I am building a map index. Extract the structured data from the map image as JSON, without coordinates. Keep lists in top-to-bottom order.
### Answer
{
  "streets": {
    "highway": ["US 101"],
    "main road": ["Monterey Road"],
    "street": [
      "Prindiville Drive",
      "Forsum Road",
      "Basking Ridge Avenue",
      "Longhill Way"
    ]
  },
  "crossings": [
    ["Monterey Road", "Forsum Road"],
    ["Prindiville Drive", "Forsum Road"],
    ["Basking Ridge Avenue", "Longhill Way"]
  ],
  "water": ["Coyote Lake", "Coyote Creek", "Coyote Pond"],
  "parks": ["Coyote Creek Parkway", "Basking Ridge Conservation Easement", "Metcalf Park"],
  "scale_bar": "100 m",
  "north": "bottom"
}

...

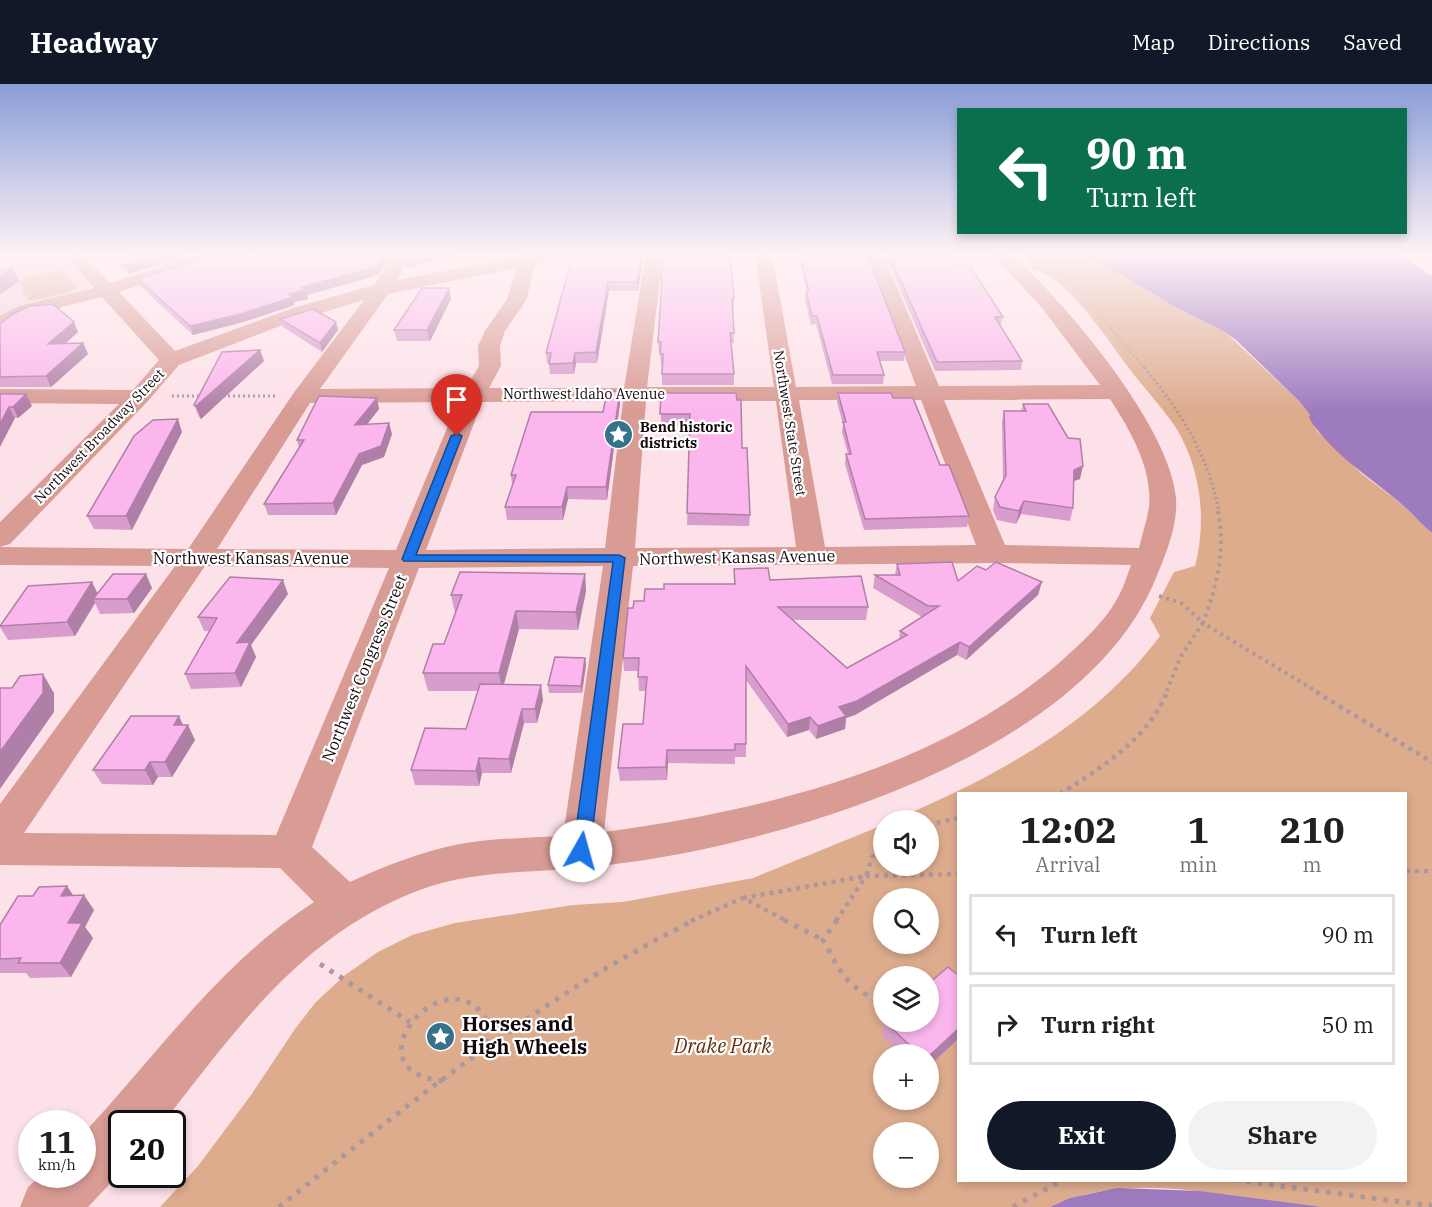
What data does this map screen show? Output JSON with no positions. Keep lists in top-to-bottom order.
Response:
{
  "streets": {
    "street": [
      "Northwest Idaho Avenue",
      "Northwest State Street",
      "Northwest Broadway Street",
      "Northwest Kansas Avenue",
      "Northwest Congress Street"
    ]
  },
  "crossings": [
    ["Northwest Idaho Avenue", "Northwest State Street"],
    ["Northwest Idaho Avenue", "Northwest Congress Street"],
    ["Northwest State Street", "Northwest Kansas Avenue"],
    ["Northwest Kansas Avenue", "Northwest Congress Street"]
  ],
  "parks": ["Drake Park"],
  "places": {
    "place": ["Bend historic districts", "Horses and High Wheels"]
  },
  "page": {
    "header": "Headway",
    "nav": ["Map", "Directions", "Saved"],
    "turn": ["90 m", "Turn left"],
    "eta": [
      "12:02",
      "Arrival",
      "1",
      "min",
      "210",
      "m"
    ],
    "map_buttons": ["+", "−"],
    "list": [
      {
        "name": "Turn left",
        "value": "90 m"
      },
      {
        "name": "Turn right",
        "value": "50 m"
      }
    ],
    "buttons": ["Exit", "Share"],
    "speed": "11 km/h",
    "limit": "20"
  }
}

==

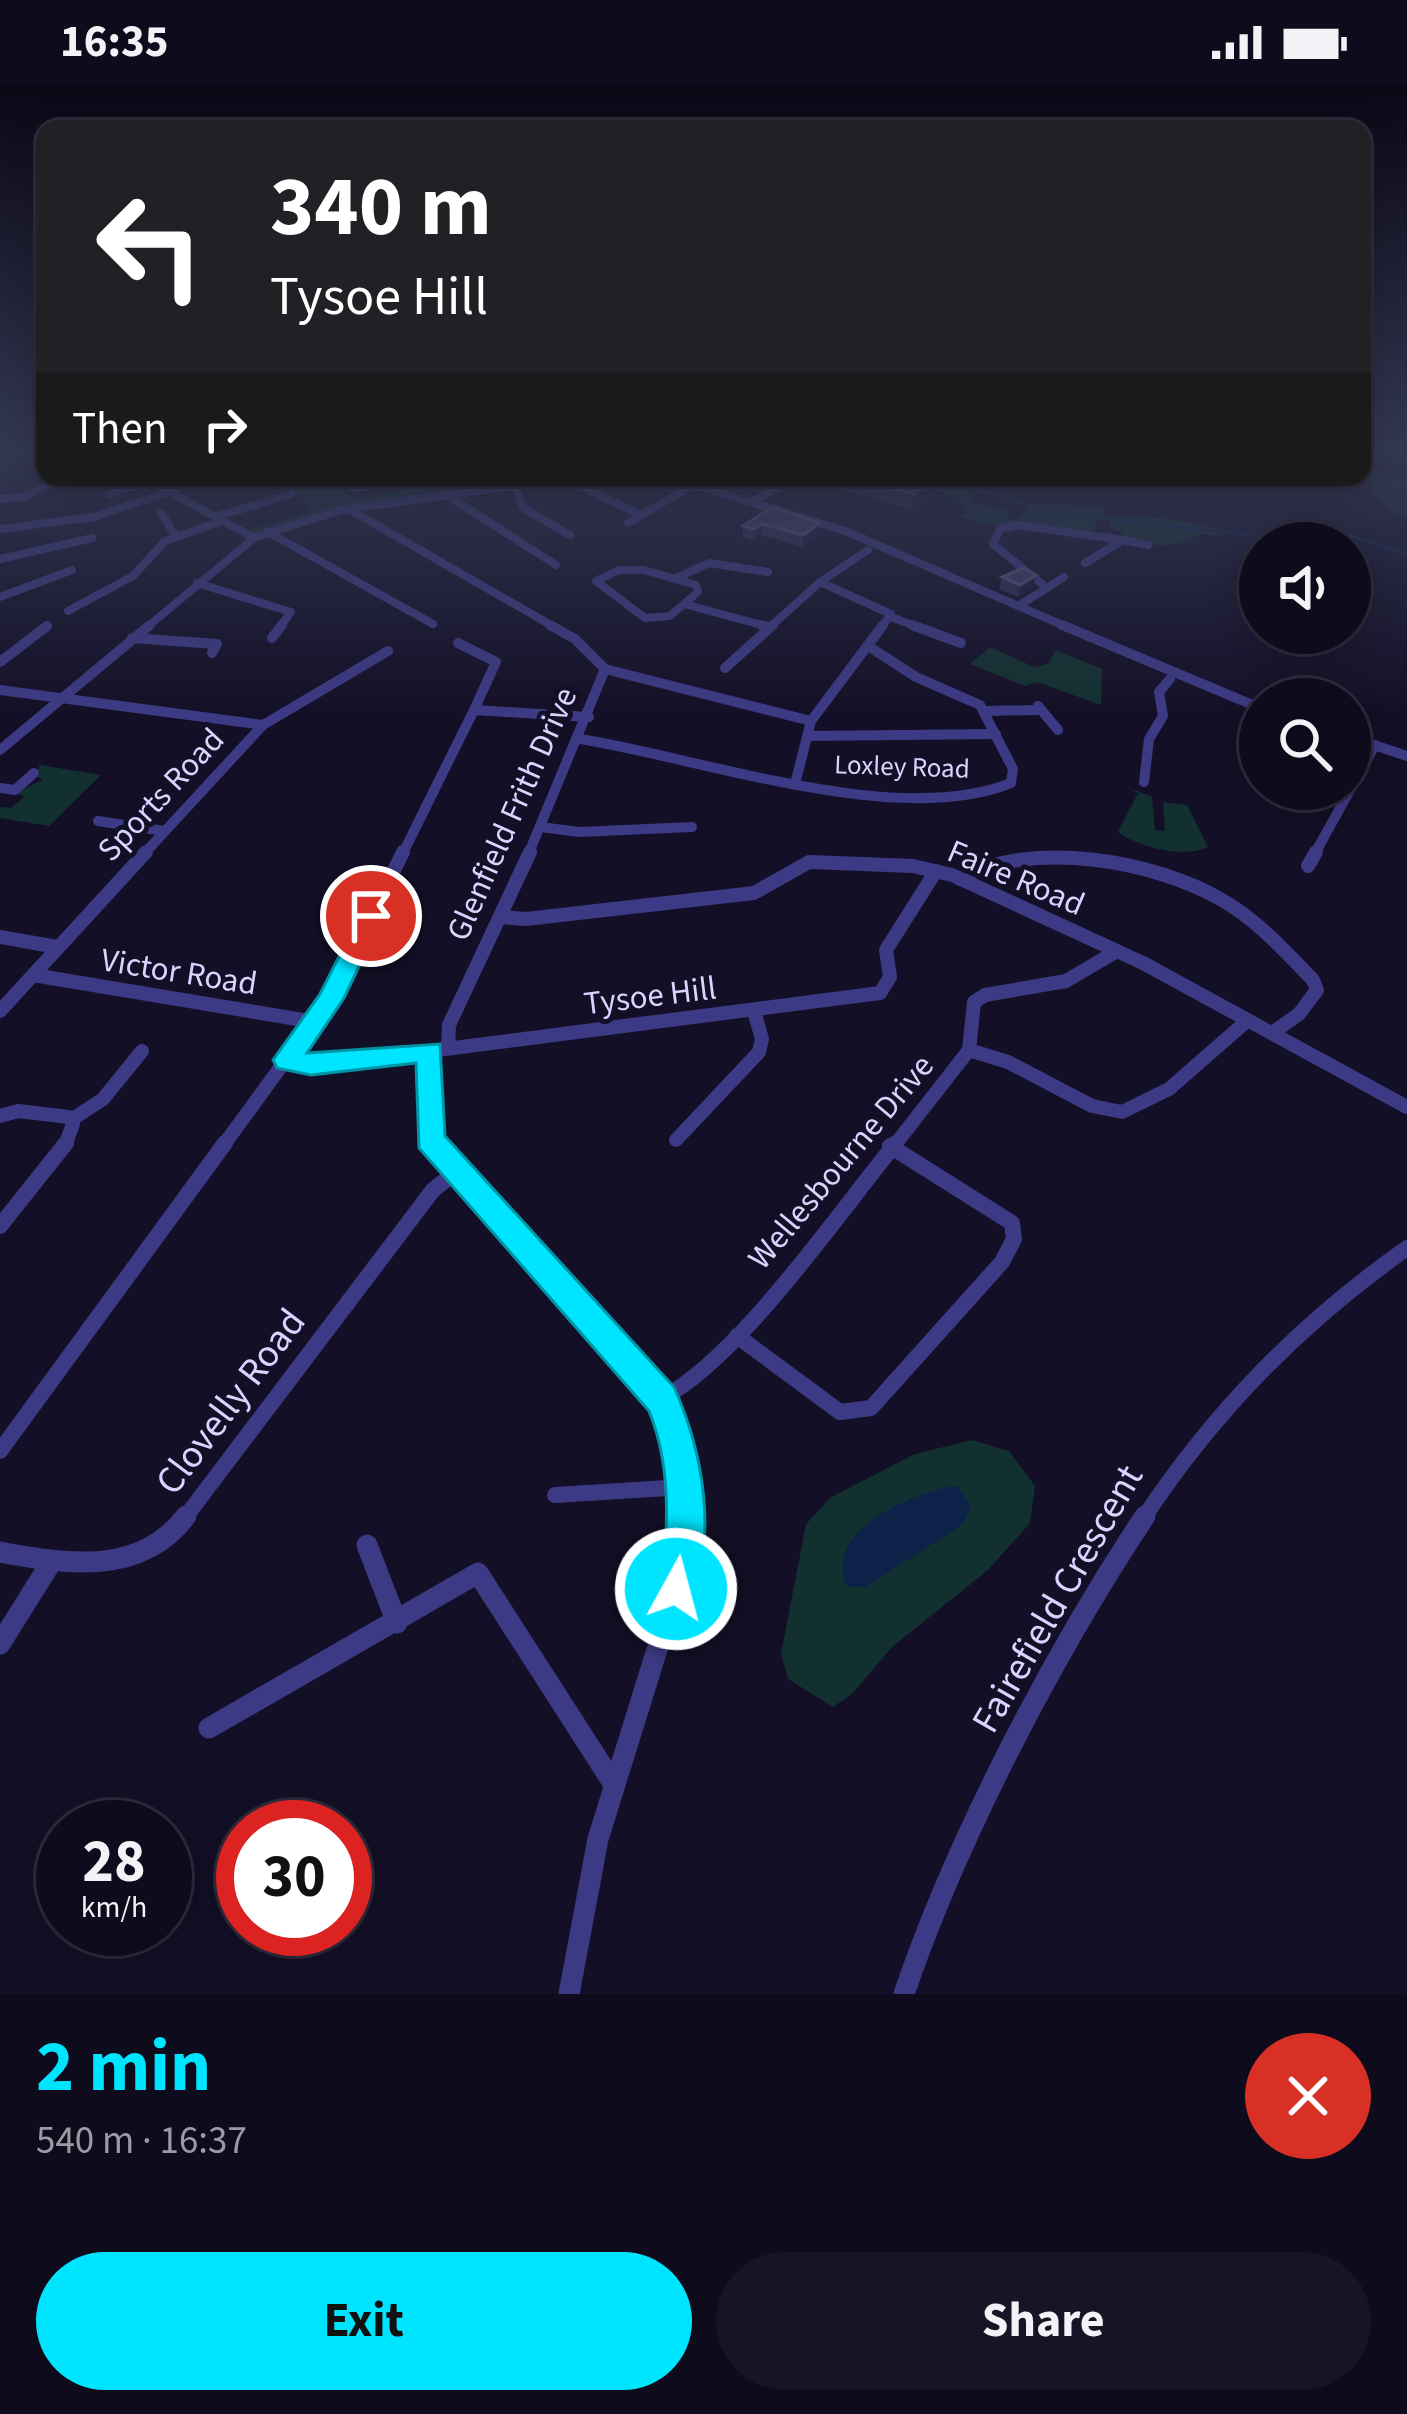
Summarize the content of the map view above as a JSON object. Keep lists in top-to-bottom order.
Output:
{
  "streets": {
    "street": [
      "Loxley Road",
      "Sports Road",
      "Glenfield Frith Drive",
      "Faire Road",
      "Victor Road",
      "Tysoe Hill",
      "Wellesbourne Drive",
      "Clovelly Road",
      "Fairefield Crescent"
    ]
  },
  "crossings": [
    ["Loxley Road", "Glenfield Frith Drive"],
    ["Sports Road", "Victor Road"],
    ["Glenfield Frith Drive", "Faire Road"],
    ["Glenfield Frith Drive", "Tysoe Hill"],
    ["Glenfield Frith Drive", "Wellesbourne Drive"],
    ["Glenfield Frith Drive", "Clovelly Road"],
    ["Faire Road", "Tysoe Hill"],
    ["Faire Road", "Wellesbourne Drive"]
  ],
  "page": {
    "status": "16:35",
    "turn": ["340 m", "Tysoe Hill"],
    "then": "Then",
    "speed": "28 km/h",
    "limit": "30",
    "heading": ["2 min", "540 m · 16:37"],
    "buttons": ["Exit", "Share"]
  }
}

- **Problem requirements**
Extract from the data every line where "JSON" shows up.

- **Your solution**
I am building a map index. Extract the structured data from the map image as JSON, without coordinates. Keep lists in top-to-bottom order.
What data does this map screen show? Output JSON with no positions. Keep lists in top-to-bottom order.
Summarize the content of the map view above as a JSON object. Keep lists in top-to-bottom order.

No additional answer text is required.